• Sonuç bulunamadı

DEĞERLENDİRME VE SONUÇ

Tezimizin buraya kadar ki çözümlemeleri ve elde edilen bulgular sonucu genel bir değerlendirme yapmak artık mümkün hale gelmiş bulunuyor. İkinci Dünya Savaşı sonucunda şekillenen iki kutuplu temel dünya düzeni 1991 yılında Sovyetler Birliği’nin yıkılması ile sona erdi. Bu sona erişin nasıl bir dünya sistemi doğuracağı kısa süreliğine bir bocalamaya yol açtı. İlk zamanlarında; ABD ve müttefikleri tarafından tüm dünyada serbest piyasanın yaygınlaşması, evrensel insan haklarının tüm dünyada yayılması, devletler arasında savaşın sona ermesi ve demokrasinin küresel ölçekte yayılmasını anlatmak üzere dillendirilen yeni dünya düzeni 2000’li yıllarda belki de ABD’nin tahmin ettiğinin ötesinde bir eksene doğru kaymaktadır.

Yeni dünya düzeni, küreselleşmenin bir ileri evresi ve onun dinamikleri üzerinden gelişen bir süreçtir çünkü, onun araçlarından nemalanmış, yararlanmıştır. Sanıldığının aksine yeni dünya düzeni artık ABD’nin kontrolünden çıkmış tüm dünyayı ilgilendirir hale gelmiştir. Bu yeni süreç bir sürü düzensizlik ve başıboşluğu bünyesinde barındırıyor olsa da “yönetişim” denilen bir yeni siyasal yorumla bu düzensizlikler de kendi başına bir düzen teşkil etmektedir. Yeni dünya düzeni ekonomik, siyasal ve sosyokültürel olarak tüm dünyayı etkileyecek çok kutuplu bir dünya sistemi doğurmuştur. Bu temel kutuplar hinderlantlarıyla birlikte ABD, Çin, Rusya ve AB’dir.

21. yüzyıl dünyası artık ekonomik savaşlara sahne olmaktadır. Devlet dışı çok- uluslu şirketler de temel ekonomik birimlerden oldular. Öte yandan klasik devlet teorisi bu yeni durumu yorumlamada yetersiz kalmaktadır. Çünkü bu yeni düzen daha önce test edilmemiş bir bakir pist görünümündedir. Sanal ekonomi hızla yayılmakta, bölgeselleşmeler ile uluslararası ekonomik aktörler devletlerin ekonomik egemenliklerini son derece sınırlandırmıştır. Bu baskılar sonucu devlet bir anlamda geri çekilmek ve minimal düzenleyici ve eşgüdümü sağlayıcı bir alana sıkışmak zorunda kalmıştır.

Siyasal olarak da devletin egemenlik sahası son derece zayıflamıştır.
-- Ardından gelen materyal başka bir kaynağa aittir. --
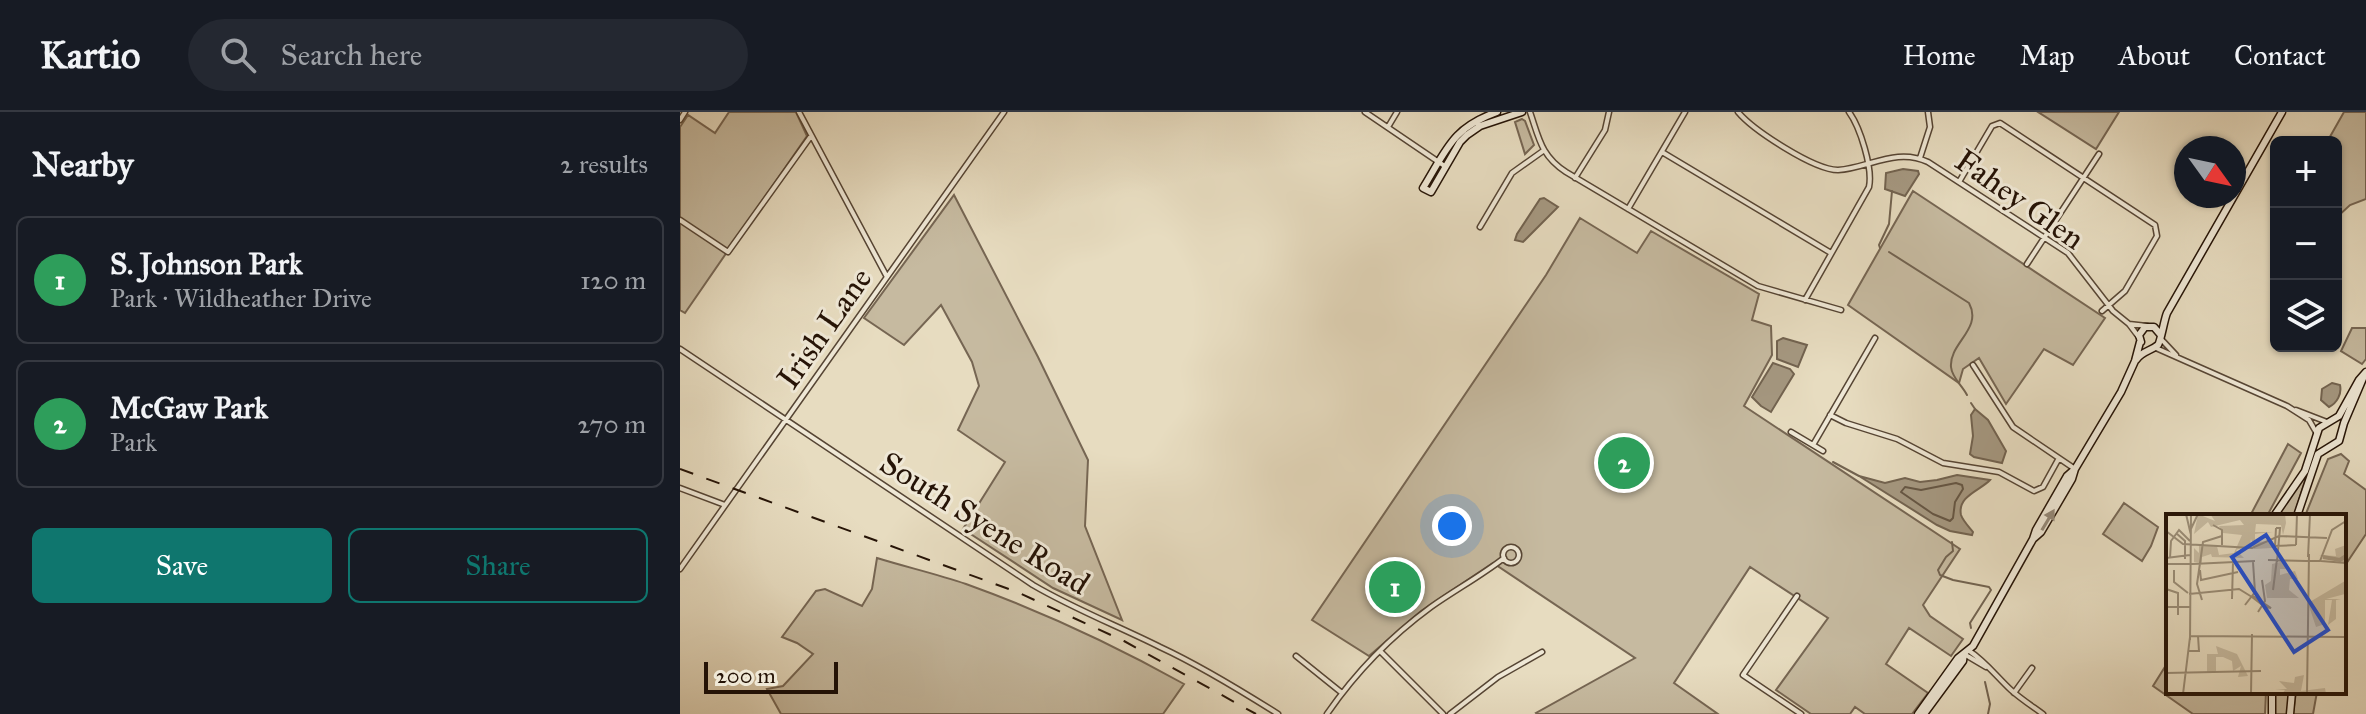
<!DOCTYPE html>
<meta charset="utf-8">
<style>
:root{--surface:#171b24;--page:#242831;--text:#f1f3f6;--muted:#9ea1a6;--line:#363941;--accent:#0f766e}
body{margin:0;font-family:"IM FELL Great Primer",serif;background:var(--page);color:var(--text)}
.controls{position:absolute;right:24px;top:24px;display:grid;overflow:hidden;border-radius:12px;box-shadow:0 2px 6px #0004}
.controls button{width:72px;height:72px;display:grid;place-items:center;padding:0;border:0;border-bottom:2px solid var(--line);background:var(--surface);color:var(--text);font:40px sans-serif}
.compass{position:absolute;left:1494px;top:24px;width:72px;height:72px;border-radius:50%;background:var(--surface);box-shadow:0 2px 6px #0004;rotate:123deg}
.scale{position:absolute;left:24px;bottom:20px;width:134px;box-sizing:border-box;padding-left:8px;border:4px solid #251306;border-top:0;font-size:22px;line-height:28px;white-space:nowrap;color:#251306;-webkit-text-stroke:6px #efe8d6;paint-order:stroke}
.you{position:absolute;left:772px;top:414px;width:28px;height:28px;margin:-20px;border:6px solid #fff;border-radius:50%;background:#1a73e8;box-shadow:0 0 0 12px #1a73e833}
.badge{display:grid;place-items:center;width:52px;height:52px;border-radius:50%;background:var(--accent);color:#fff;font-size:26px;font-weight:700}
.pin{position:absolute;translate:-50% -50%;border:4px solid #fff;box-shadow:0 2px 8px #0006}
.list{margin:0;padding:0;list-style:none}
h2{display:flex;justify-content:space-between;align-items:center;height:104px;margin:0;padding:0 32px;font-size:34px}
h2 small{font-size:26px;font-weight:400;color:var(--muted)}
.list li{display:grid;grid-template-columns:52px 1fr auto;gap:24px;align-items:center;box-sizing:border-box;height:128px;margin:0 16px 16px;padding:0 16px;border:2px solid var(--line);border-radius:12px}
.list b{display:block;font-size:30px;white-space:nowrap}
.list p{margin:0;font-size:26px;white-space:nowrap;color:var(--muted)}
.list em{font-size:26px;font-style:normal;color:var(--muted)}
.actions{display:flex;gap:16px;padding:24px 32px}
.actions a{flex:1;padding:18px 0;border:2px solid var(--accent);border-radius:12px;text-align:center;font-size:28px;color:var(--accent)}
.actions .main{background:var(--accent);color:#fff}
.icon{flex:none;width:44px;height:44px;fill:none;stroke:currentColor;stroke-width:2;stroke-linecap:round;stroke-linejoin:round}
.map{position:relative;flex:none;width:1686px;height:602px;overflow:hidden}
header{display:flex;align-items:center;gap:48px;box-sizing:border-box;height:112px;padding:0 40px;background:var(--surface);border-bottom:2px solid var(--line)}
header strong{font-size:38px}
nav{display:flex;gap:44px;margin-inline-start:auto;font-size:28px}
.search{width:560px;height:72px;background:var(--page);display:flex;align-items:center;gap:20px;box-sizing:border-box;padding:0 28px;border-radius:44px;color:var(--muted);font-size:30px}
main{display:flex}
aside{flex:1;background:var(--surface)}
.map>svg:first-child{display:block}
.green{fill:#c6baa0;stroke:#766653;stroke-width:2}
.water{fill:#a59881;stroke:#726350;stroke-width:2}
.lines{fill:none;stroke-linecap:round;stroke-linejoin:round}
.shore{stroke:#655644;stroke-width:2}
.stream{stroke:#726350;stroke-width:2}
.street-casing{stroke:#564534;stroke-width:7}
.secondary-casing{stroke:#251306;stroke-width:9}
.street{stroke:#efe8d6;stroke-width:4}
.secondary{stroke:#efe8d6;stroke-width:6}
.rail{stroke:#251306;stroke-width:2;stroke-dasharray:14 14;stroke-linecap:butt}
.oneway{fill:#948878}
.labels{text-anchor:middle;stroke-width:6;stroke-linejoin:round;paint-order:stroke}
.street-label{font-size:32px;fill:#251306;stroke:#efe8d6}
.inset-river{fill:none;stroke:#a59881;stroke-width:4}
.inset-road{fill:none;stroke:#998c76;stroke-width:2}
.view{fill:#1d4ed8;fill-opacity:0.15;stroke:#1d4ed8;stroke-width:4}
.inset-edge{fill:none;stroke:#251306;stroke-width:4}
</style>
<header>
<strong>Kartio</strong>
<div class="search"><svg class="icon" aria-label="search" viewBox="0 0 24 24"><circle cx="10" cy="10" r="6"/><path d="M15 15l6 6"/></svg>Search here</div>
<nav><a>Home</a><a>Map</a><a>About</a><a>Contact</a></nav>
</header>
<main>
<aside>
<h2>Nearby<small>2 results</small></h2>
<ul class="list">
<li><span class="badge" style="background:#2e9e5b">1</span><div><b>S. Johnson Park</b><p>Park · Wildheather Drive</p></div><em>120 m</em></li>
<li><span class="badge" style="background:#2e9e5b">2</span><div><b>McGaw Park</b><p>Park</p></div><em>270 m</em></li>
</ul>
<div class="actions"><a class="main">Save</a><a>Share</a></div>
</aside>
<div class="map">
<svg width="1686" height="602" viewBox="0 0 1686 602">
<rect width="100%" height="100%" fill="#e7dcc0"/>
<filter id="stains"><feTurbulence type="fractalNoise" baseFrequency=".0025" numOctaves="4"/><feColorMatrix values="0 0 0 0 .2 0 0 0 0 .09 0 0 0 0 .02 0 0 0 .5 -.17"/></filter>
<radialGradient id="worn" r=".72"><stop offset=".6" stop-color="#630" stop-opacity="0"/><stop offset="1" stop-color="#630" stop-opacity=".3"/></radialGradient>
<!-- green -->
<path class="green" d="M49 0H116L127 24 5 201 0 198V15L8 3 35 21Z
M1358 0H1439L1416 37Z
M1664 0H1686V87L1670 93 1656 106V30H1647Z
M842 7 845 9 854 33 845 42 835 10Z
M1233 79 1425 206 1393 253 1364 237 1326 292 1299 246 1283 257 1279 271 1168 193Z
M274 83 358 245 408 348 405 414 442 508 373 476 283 417 325 350 278 318 299 274 292 250 261 193 224 233 184 206Z
M900 106 957 141 971 119 1079 182 1072 208 1091 214 1092 243 1064 294 1280 437 1243 493 1250 504 1283 527 1271 544 1229 516 1206 552 1248 581 1232 602H1185L1175 595 1170 602H1131L1096 578 1148 506 1070 455 994 571 1038 602H857L856 601 955 546 813 451 741 499 689 544 632 508 866 163Z
M1672 216H1686V247L1682 252 1661 239Z
M1608 332 1621 341 1587 404H1570Z
M1661 342 1669 349 1664 362 1686 378V422L1664 455V404H1625L1648 347Z
M1628 359 1614 404H1597Z
M1444 391 1478 415 1471 434 1462 449 1423 422Z
M197 446C226 455 257 462 286 472 361 499 434 533 504 572L483 602H101L87 577 103 574 133 542 117 531 102 525 136 479 145 477 182 494 192 477Z
M1488 550V580H1586L1585 602H1513L1473 574Z
M1595 580H1610L1607 602H1595Z
M1616 580H1637L1633 602H1613Z"/>
<!-- water -->
<path class="water" d="M1223 57 1238 59 1239 62 1225 84 1205 77 1206 61Z
M864 86 878 95 843 130 835 128 837 122 860 87Z
M1103 226 1127 233 1118 255 1097 247V229Z
M1093 251 1110 257 1114 262 1091 300 1081 294 1072 285Z
M1652 271 1660 273C1662 282 1657 291 1649 295L1641 288 1642 277Z
M1295 297 1308 308 1326 339 1322 351 1294 345 1290 342 1293 324 1291 303Z
M1277 363 1310 368C1301 378 1277 384 1281 403 1283 409 1290 416 1293 420L1292 423 1270 419 1257 413 1179 364 1205 371 1225 366 1240 370 1257 368Z"/>
<g class="lines">
<!-- shore -->
<path class="shore" d="M1276 371 1282 373 1283 377 1275 390 1273 406 1270 409 1253 402 1221 380 1225 375 1241 378Z"/>
<!-- stream -->
<path class="stream" d="M1200 136 1199 133 1209 112 1212 79
M1209 140 1289 191C1303 217 1269 231 1271 255 1272 266 1282 273 1287 283
M1291 291 1295 297
M1153 350 1179 364
M1272 430 1273 439 1266 445 1258 458 1260 463 1273 468 1309 475 1311 478 1290 511 1291 516
M1305 570 1310 592 1308 602"/>
<defs>
<path id="street" d="M119 0 207 165
M685 0 766 55
M850 0C859 26 861 44 886 60L1078 174 1161 198
M1058 0C1073 18 1134 58 1158 58 1189 56 1216 35 1248 50L1388 141 1433 199 1449 212 1458 224
M0 8 5 0
M708 15 717 0
M982 40 1151 141
M1240 46 1250 15 1248 0
M895 66 925 18 929 0
M1279 70 1312 14 1320 11 1475 113 1477 124 1445 179 1422 199
M948 97 1005 0
M0 108 48 140 131 24
M800 115 832 61 863 39
M1347 152 1419 42
M1125 188 1189 75C1193 56 1180 15 1169 0
M1449 212 1467 214
M1481 227 1496 243
M1476 236 1607 294 1629 308 1636 320
M0 237 353 473C394 497 438 514 480 535 521 554 560 578 598 602
M1293 253 1333 315 1395 357
M1616 298 1647 310
M1150 303 1166 311 1217 327 1263 351 1319 360 1354 379 1363 375 1379 346
M1111 320 1143 339
M1133 333 1195 226
M0 376 45 393
M823 443a8 8 0 1 1 16 0a8 8 0 1 1-16 0Z
M0 457 324 0
M1117 484 1063 563 1121 602
M1288 538C1305 549 1317 565 1331 578 1341 587 1352 594 1363 602
M700 539 763 602
M1284 542 1306 555
M616 544 662 581
M1334 581 1352 556
M647 602C676 560 710 525 751 495 775 478 801 464 824 446
M770 602 818 565 862 540"/>
<path id="secondary" d="M817 0C772 16 767 37 743 76L751 80 780 30 787 23 800 14 842 0
M1461 230 1459 223 1465 215H1474L1480 222
M1456 248C1462 239 1471 239 1478 233 1481 229 1484 208 1487 201L1602 0
M1395 357 1392 367 1361 420 1353 427 1356 418 1387 364 1395 357 1441 280 1455 249 1460 230
M1594 404 1625 359 1639 316 1659 304 1679 268 1686 260
M1617 404 1638 342 1659 329 1664 311 1684 264
M1592 580V602
M1238 602 1278 546 1293 534 1353 427
M1244 602 1283 549 1284 542
M1610 602 1612 580"/>
</defs>
<!-- street casing -->
<use href="#street" class="street-casing"/>
<!-- secondary casing -->
<use href="#secondary" class="secondary-casing"/>
<!-- street -->
<use href="#street" class="street"/>
<!-- secondary -->
<use href="#secondary" class="secondary"/>
<!-- rail -->
<path class="rail" d="M0 357 337 480 444 529 576 602"/>
</g>
<!-- one-way arrows -->
<defs><path id="oneway-solid" d="M-6-.8H1V-3.2L6.5 0L1 3.2V.8H-6Z" transform="scale(2)"/></defs>
<use class="oneway" href="#oneway-solid" transform="translate(1368 408) rotate(-59)"/>
<g class="labels">
<!-- street labels -->
<g class="street-label">
<text transform="translate(1340 87) rotate(35)" y="11">Fahey Glen</text>
<text transform="translate(144 216) rotate(-55)" y="11">Irish Lane</text>
<text transform="translate(305 411) rotate(32)" y="11">South Syene Road</text>
</g>
</g>
<!-- overview -->
<g transform="translate(1486 402)">
<rect width="180" height="180" fill="#e7dcc0"/>
<path d="M32 0 49 7 44 0H119L120 9 117 21 115 11 90 10 89 18H107L89 20V28L107 27 106 34 88 35 85 25 84 31 70 36 78 44 46 43 45 40 36 43V49L28 48V34L33 39V31L51 32 53 41 68 39 76 21 57 19 53 12 78 11 74 6 45 13 42 8 28 20ZM180 31 179 80 160 85H175L170 86V105L162 111 166 86H159V110L150 113 142 89 179 67 180 49 153 41 170 42 169 35ZM118 47 120 55H114V61L129 57 132 65H124L123 76 133 84H101L99 71 105 67 106 50ZM50 132 71 140 82 162 72 163 75 152 67 157 66 147 57 143H50V158H41V140H52ZM138 161 135 177 159 174 160 180H116L119 176 109 175H121L113 167 128 169 129 163Z" fill="#c6baa0"/>
<path class="inset-river" d="M157 43 174 46 180 42"/>
<path class="inset-road" d="M20 0 24 17 32 0M47 11 56 16V31M110 14 109 32 130 31M110 14H114L111 48M0 17 17 30 86 34 113 22 161 24M10 19 19 27V45M130 31 131 0M142 43 144 0M0 44 24 41M4 44 5 27 13 16 24 27M102 46 140 47M137 47H154L166 16 180 7M155 47 180 49M0 50H27M27 50 89 47M8 56V68L22 79M34 56 35 66 72 58M0 75 12 79V101M107 76 111 45M23 80 73 75 86 83M86 83 99 93 105 94 87 82M66 85 67 48M36 86 31 70 37 28 56 22M79 91 89 78 87 48M0 93H25M92 98 99 87 96 66M24 122 179 123M24 126 25 0M23 137H33L32 122M0 159 95 157M17 180 24 123M85 180 86 120M141 180 143 40M179 180 180 91"/>
<path class="view" d="M100 21 162 116 128 138 66 43Z"/>
<rect width="180" height="180" class="inset-edge"/>
</g>
<rect width="100%" height="100%" filter="url(#stains)"/>
<rect width="100%" height="100%" fill="url(#worn)"/>
</svg>
<div class="controls">
<button>+</button>
<button>−</button>
<button><svg class="icon" aria-label="layers" viewBox="0 0 24 24"><path d="M12 4l9 5-9 5-9-5zM3 14l9 5 9-5"/></svg></button>
</div>
<svg class="compass" viewBox="-18 -18 36 36"><path d="M0-13l5 13h-10z" fill="#e53935"/><path d="M0 13l5-13h-10z" fill="#9ea1a6"/></svg>
<div class="scale">200 m</div>
<div class="you"></div>
<div class="pin badge" style="left:715px;top:475px;background:#2e9e5b">1</div>
<div class="pin badge" style="left:944px;top:351px;background:#2e9e5b">2</div>
</div>
</main>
Siyasal yeni dünya düzeninin muhtevasında politik ve askeri bağlantılar, ulus devlet yapısının yeni anlamlar edinmesi/kaybetmesi, askeri ve siyasi ittifaklar, küresel güç olma mücadeleleri, uluslararası örgütlenmeler ve bölgeselleşmeler yer almaktadır.

Siyaset devlet sınırlarının ötesine taşınmıştır. İçişleri kavramının bir anlamı kalmamıştır. Bu yeni süreçte ulus-devlet yapısı güç kaybetmiştir. Güvenlik, barış, demokrasi, İnsan hakları vb. sorunlar bir içişleri meselesi olmaktan çıkmıştır ve dış müdahalelere bile zemin türemiştir. Irak, Libya vb. ülkelere yapılan dış müdahaleler buna örnektir. Bu da demokratik tartışmaları da beraberinde getirdi. Bunun iki ana sebebi vardır.

-Küresel düzen, ülkelerarası birlikler ve bölgesel paktlar ve ulusüstü örgütlenmelerle yukarıdan aşağıya ulus devleti zoraki de olsa dönüştürmektedir.

-Çağın ruhuna uygun olarak bilinç artışı mikro fırkalaşmalar başlatmış, ademi merkezi siyasi ve kültürel yapıları popülerleştirmiştir. Dipten gelen yeni kimlik ihdasları ulusal formu dönüşüme zorlamaktadır.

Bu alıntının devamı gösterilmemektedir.